In 2004/2005 I got two short stories published in literary magazines: The Pace of Change, in Confrontation, and another story in The Berkshire Review. I thought that this would make it easier for me to get other stories published, or maybe get one of my novels published. But it did not. I submitted many more stories to many more magazines and got continually rejected. Of course, this was no different from the way my life had generally been before my first publication! But something about the fact that publication changed nothing sapped what had, until then, been a formidible amount of will-power. What I fully realized (though I had always told it to myself in the past) was that every story, no matter who writes it, has to stand on its own merits. And when I looked back on the amount of time I had spent writing my published stories, and writing the dozens that will never be published, I realized that I just didn't have the time or the talent to continue it anymore. I wanted more time with friends, I wanted to read books, I wanted to watch baseball games.
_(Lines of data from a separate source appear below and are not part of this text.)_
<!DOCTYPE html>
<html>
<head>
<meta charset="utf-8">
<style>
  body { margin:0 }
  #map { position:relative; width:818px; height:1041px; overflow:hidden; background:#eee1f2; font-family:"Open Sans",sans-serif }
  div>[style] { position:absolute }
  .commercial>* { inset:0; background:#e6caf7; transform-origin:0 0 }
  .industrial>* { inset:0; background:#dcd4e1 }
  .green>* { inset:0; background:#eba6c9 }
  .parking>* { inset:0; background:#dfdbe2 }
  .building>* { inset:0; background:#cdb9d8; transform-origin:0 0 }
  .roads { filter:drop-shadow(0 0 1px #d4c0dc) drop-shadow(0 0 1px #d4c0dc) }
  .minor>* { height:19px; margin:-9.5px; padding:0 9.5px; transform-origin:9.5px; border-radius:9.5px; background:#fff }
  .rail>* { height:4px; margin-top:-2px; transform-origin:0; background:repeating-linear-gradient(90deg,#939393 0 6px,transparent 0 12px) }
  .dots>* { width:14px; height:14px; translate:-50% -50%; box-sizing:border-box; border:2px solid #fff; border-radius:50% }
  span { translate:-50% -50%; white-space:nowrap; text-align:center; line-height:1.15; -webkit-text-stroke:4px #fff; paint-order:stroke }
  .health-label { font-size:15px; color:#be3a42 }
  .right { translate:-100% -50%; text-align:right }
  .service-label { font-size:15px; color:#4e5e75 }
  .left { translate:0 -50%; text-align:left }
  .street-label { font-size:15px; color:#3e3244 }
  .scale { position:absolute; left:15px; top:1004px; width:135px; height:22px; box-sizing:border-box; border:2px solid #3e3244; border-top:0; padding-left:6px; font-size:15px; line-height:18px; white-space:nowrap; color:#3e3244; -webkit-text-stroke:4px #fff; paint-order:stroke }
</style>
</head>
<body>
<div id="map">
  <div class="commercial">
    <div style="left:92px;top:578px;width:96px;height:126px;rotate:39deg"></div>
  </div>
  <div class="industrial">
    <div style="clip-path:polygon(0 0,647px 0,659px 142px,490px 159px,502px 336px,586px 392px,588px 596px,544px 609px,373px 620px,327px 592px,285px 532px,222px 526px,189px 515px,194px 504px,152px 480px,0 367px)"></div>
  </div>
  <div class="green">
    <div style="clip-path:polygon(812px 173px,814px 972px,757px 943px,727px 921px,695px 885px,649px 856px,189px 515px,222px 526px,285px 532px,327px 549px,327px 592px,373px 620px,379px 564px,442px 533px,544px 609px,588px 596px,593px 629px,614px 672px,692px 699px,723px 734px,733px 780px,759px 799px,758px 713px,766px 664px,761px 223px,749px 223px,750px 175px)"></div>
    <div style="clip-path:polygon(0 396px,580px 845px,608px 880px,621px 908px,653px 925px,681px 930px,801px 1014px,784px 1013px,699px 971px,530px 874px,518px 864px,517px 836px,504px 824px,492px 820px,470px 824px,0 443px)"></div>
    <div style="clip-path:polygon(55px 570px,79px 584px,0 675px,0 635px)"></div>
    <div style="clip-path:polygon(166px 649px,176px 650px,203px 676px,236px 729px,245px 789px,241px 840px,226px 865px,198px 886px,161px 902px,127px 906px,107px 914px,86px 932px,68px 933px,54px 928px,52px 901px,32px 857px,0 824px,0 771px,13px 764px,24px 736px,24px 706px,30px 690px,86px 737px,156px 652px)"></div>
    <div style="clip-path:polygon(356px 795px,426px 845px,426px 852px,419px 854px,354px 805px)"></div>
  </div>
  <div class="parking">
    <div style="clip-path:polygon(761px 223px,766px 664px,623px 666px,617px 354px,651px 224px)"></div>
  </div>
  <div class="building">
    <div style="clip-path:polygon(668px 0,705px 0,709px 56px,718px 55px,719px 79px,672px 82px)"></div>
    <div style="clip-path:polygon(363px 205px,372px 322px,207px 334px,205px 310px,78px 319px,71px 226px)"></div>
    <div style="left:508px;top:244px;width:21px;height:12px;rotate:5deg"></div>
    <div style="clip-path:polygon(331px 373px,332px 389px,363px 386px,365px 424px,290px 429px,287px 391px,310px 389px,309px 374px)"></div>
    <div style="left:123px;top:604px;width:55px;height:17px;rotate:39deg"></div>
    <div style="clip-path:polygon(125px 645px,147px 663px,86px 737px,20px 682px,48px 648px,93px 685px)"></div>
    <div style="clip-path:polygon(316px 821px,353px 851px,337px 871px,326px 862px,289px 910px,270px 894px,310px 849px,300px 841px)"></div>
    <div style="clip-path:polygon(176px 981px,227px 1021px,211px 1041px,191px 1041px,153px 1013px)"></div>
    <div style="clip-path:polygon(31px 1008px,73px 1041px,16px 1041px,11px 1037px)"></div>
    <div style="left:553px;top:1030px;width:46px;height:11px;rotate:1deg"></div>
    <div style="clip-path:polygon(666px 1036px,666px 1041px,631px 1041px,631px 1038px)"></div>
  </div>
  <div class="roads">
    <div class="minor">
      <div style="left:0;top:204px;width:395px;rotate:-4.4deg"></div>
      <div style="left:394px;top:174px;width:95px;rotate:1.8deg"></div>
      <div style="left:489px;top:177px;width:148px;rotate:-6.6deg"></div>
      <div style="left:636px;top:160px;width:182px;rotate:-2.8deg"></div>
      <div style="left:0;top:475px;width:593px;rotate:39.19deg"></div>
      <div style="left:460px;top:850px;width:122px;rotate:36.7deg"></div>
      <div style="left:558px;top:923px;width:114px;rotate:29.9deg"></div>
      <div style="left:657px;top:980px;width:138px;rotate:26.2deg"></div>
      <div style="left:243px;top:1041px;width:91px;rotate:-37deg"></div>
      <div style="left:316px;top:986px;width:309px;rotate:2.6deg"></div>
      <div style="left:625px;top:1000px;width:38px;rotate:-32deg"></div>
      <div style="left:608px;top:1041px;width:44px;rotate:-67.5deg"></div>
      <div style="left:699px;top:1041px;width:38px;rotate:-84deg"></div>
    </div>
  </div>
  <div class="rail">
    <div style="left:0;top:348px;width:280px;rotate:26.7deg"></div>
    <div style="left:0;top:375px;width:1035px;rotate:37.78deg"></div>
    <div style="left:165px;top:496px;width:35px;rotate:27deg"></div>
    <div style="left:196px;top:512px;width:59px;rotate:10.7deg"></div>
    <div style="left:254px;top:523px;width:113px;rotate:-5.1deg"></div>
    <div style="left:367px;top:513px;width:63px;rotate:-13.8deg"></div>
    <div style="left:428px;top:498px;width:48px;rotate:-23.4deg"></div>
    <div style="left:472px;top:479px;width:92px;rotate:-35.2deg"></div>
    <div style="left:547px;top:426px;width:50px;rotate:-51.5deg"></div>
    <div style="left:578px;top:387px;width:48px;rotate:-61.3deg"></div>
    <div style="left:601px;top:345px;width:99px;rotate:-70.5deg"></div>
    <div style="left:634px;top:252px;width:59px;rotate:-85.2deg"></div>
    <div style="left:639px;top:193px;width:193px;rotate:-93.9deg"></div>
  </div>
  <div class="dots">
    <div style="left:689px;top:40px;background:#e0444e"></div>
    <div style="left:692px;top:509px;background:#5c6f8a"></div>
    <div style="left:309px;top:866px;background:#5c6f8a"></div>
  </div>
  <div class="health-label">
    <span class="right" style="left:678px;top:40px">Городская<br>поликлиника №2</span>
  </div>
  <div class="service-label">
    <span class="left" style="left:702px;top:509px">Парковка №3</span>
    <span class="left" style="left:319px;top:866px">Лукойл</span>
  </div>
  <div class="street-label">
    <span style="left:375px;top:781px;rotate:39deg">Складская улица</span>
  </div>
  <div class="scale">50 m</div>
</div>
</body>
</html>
I wanted my liesure time to be liesure time, rather than time spent feeling guilty or angry that I was not writing.

Now, as I finish law school, one of my biggest regrets is that I published my two stories under that stupid pseudonym, that I cared what the people at William Morris would think of me if they found out I was a writer. I think the only shame is in someone who hides the fact that he or she has an impulse to write. What's shameful is the shame. So that's why I'm writing this post. I don't know if I'll ever return to writing, I don't know if I'll ever publish another story. But I want it written somewhere that I, Kenyon Harbison, at least published two good short-stories. And I want to write down the fact that I'm not ashamed to have tried, and failed, to be writer.